#5 in a series of posts about the tracks on my latest album, Small Things.
Blending two tracks
This track’s title fits a classic pattern for me, where I wrote down some wordplay, riffing on some existing phrase, and found a home for it later. This track is a medley of two tracks, and the two parts have different tempos (= times) and time signatures (beats per bar, and measures are another way of saying bars).
I wrote the two parts of this track separately and, unable to find a structure for either part that I liked on its own, I decided to combine them.
There are many ways you might combine two musical ideas, including just doing a cold cut between sections. In this case I tweaked the tempos so they flow in a way I like and added a new synth part, with notes in common, as a bridge.
What it sounds like when I’m counting along
Here’s the transition section with me counting over it. It’s pretty rough, but hopefully enough of an idea. (My voice fades in.)
Matching up the bar lengths
The first part is 11 8 time and the tempo is 96bpm. I count each bar “1 e and a 2 e and a 3 and a”.
The second part is 4 4 time and at 70.4bpm – which is a bit of a precise tempo, but means each bar in the first part takes the same amount of time to play as each bar in the second part. This part wasn’t originally this tempo, but somewhere close, so I matched it up to see if it would work. I just count each bar “1 and 2 and 3 and 4 and”.
Bridging the two parts, harmonically
The kind of soaring synth string part that bridges the gap is the bit I wrote after.
I picked out 4 notes in common between the keys of the first part and the second. I’m just playing one note per bar, so, because of the tempos, this plays out at exactly the same speed throughout and there’s no clashy polyrhythmic subdivisions to be heard. You couldn’t tell if this was 11 8 or 4 4, in other words.
Notes-wise, the first part is G# Mixolydian mode and the second part is F#. The progression uses F#, G#, C# and A#. These notes are not at all spicy in either harmonic setting, so I reckon it flows effortlessly.
Using “out of the box” sounds
I don’t have too much to say about the separate tracks, but do want to say that almost all of the synth sounds in both parts are using default devices from the software I use (Bitwig).
I want to say that because sometimes music makers get funny about using niche and cool tools.
The second part has marimba and xylophone samples on top, hardly messed with.
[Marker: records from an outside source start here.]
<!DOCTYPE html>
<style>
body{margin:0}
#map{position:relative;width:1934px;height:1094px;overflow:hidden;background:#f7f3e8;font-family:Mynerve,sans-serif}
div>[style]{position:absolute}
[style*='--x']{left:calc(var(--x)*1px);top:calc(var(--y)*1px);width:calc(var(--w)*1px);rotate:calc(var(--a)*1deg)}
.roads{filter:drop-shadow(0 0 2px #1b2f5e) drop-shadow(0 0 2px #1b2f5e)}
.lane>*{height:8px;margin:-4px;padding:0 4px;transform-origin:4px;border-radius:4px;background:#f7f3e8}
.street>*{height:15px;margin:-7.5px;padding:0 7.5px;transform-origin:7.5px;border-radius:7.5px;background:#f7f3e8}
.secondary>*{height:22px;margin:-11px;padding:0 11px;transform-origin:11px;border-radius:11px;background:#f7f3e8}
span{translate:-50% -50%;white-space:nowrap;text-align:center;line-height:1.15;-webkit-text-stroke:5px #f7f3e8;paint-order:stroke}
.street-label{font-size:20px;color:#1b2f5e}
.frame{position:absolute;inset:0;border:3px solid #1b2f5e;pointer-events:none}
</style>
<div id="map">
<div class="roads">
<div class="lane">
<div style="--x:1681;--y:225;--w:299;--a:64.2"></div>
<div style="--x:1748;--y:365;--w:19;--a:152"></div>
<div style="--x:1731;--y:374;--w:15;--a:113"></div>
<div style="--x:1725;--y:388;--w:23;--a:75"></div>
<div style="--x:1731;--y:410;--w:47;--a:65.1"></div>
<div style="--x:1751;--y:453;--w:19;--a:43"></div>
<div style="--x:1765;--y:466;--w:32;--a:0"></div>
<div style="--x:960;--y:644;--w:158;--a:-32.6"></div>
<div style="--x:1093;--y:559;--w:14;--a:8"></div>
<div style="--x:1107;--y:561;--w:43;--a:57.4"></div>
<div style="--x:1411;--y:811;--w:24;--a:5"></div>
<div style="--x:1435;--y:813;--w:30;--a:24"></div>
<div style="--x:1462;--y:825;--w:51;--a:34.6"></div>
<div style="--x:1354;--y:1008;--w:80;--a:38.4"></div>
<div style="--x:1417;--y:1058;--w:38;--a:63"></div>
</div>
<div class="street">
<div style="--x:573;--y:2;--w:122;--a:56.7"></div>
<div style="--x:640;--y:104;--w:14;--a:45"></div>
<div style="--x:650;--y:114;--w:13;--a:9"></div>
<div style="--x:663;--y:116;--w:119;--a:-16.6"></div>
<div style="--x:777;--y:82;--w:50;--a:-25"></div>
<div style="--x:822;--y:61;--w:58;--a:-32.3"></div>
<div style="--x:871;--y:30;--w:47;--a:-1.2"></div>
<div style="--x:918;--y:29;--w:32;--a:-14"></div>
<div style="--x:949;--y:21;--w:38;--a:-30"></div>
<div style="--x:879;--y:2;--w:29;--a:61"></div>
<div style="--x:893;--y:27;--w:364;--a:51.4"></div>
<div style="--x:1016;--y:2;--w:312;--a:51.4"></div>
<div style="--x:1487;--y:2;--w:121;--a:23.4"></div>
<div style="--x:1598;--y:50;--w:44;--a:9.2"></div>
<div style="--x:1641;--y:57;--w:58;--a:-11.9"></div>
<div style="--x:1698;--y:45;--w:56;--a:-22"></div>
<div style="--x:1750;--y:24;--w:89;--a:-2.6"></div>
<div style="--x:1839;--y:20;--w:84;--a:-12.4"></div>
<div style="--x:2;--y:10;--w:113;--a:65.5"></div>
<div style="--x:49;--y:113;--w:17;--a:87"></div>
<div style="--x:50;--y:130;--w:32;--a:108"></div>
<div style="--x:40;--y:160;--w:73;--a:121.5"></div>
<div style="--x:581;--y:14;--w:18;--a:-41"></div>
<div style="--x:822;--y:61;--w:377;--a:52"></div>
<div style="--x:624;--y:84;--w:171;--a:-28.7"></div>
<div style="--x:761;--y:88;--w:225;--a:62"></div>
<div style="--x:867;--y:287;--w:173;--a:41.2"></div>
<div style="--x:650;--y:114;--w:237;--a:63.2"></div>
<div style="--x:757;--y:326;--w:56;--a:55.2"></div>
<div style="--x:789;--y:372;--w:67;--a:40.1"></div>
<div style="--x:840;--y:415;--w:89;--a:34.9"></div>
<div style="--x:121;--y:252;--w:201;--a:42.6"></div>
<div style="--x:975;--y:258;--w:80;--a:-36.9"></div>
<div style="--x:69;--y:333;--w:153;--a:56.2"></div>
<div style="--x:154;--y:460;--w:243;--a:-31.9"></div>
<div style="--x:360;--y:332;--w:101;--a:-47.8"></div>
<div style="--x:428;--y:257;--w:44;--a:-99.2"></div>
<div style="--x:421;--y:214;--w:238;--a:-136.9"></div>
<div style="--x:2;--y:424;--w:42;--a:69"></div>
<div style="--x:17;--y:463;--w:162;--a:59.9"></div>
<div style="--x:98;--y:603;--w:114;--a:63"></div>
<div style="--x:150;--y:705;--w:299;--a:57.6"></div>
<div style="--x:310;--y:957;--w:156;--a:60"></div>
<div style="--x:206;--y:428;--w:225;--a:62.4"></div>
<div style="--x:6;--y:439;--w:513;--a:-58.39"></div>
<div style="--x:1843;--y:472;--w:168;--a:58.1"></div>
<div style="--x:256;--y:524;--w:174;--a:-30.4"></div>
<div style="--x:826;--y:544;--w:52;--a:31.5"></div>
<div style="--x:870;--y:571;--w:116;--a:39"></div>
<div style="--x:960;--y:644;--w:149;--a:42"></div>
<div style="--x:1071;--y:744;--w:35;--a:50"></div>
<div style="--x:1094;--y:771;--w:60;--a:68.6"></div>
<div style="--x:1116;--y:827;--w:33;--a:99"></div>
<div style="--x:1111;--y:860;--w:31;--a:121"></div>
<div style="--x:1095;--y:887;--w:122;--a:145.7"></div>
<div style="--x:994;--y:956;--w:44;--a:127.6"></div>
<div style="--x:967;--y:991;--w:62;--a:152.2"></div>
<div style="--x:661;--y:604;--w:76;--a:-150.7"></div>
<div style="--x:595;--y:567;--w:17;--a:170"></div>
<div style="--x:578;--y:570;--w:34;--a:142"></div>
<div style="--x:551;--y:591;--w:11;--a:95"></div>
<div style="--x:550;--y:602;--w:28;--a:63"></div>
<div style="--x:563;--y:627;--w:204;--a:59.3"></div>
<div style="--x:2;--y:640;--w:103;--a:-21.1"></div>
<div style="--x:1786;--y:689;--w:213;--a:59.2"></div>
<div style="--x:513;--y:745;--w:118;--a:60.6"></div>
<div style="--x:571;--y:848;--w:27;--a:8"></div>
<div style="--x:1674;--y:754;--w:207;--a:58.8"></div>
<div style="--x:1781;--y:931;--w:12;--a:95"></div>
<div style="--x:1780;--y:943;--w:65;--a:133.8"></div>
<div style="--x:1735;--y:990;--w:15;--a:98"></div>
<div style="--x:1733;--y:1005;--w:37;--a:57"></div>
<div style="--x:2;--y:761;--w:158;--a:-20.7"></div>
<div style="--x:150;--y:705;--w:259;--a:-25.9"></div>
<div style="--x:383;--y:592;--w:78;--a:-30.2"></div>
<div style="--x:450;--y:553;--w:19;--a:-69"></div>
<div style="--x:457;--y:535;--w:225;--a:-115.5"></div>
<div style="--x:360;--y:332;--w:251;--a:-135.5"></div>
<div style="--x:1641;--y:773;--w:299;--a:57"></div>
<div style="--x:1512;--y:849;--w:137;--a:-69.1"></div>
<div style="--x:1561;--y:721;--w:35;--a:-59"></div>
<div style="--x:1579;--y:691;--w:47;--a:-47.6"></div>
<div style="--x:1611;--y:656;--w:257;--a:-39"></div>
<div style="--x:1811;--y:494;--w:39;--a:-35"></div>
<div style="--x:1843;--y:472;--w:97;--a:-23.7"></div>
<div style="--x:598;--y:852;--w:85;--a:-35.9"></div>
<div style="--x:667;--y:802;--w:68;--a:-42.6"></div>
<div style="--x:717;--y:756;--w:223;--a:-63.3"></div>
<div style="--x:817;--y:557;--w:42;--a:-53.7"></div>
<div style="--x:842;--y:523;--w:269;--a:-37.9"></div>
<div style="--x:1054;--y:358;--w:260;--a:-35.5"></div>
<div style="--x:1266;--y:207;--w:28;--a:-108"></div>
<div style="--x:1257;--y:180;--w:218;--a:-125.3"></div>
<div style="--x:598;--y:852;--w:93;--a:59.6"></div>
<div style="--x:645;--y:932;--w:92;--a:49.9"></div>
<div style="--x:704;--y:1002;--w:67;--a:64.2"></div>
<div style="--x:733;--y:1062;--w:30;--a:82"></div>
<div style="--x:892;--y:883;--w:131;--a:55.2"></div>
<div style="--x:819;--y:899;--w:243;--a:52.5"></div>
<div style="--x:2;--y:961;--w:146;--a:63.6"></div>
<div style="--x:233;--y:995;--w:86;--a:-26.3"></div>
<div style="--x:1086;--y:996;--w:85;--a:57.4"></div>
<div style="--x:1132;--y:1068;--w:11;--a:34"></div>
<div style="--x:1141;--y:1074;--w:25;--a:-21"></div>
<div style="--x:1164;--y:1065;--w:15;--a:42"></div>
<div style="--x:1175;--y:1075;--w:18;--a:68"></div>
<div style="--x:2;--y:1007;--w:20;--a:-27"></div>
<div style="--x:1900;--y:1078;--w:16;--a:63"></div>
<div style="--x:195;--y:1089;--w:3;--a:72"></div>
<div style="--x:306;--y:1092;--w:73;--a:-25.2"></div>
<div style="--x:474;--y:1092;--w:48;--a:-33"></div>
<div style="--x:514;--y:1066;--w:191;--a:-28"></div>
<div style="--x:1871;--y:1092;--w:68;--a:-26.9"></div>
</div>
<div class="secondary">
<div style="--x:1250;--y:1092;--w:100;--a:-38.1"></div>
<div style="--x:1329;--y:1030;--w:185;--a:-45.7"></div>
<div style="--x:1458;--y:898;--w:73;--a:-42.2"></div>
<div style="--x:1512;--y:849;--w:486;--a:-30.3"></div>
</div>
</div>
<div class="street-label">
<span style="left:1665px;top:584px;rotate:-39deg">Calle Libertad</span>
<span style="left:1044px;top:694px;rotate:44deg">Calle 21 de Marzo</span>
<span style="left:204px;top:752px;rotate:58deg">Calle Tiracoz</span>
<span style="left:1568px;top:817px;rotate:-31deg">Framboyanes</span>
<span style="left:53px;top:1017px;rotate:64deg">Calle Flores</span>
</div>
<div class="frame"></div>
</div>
Again, as a sound source they’re nothing fancy. Not fancy like Holger Czukay, anyway.

I do use a software drum machine called XO primarily to audition sounds more easily than browsing directories. It doesn’t affect the sound of my music at all, if I do use it I then export sounds and patterns to Bitwig devices and clips pretty quickly. It’s a game changing workflow hack, though – as the broducers out there say.
I also tend to use some delay and reverb fx from Valhalla DSP, Unfiltered Audio and AudioThing (Reels, Wires).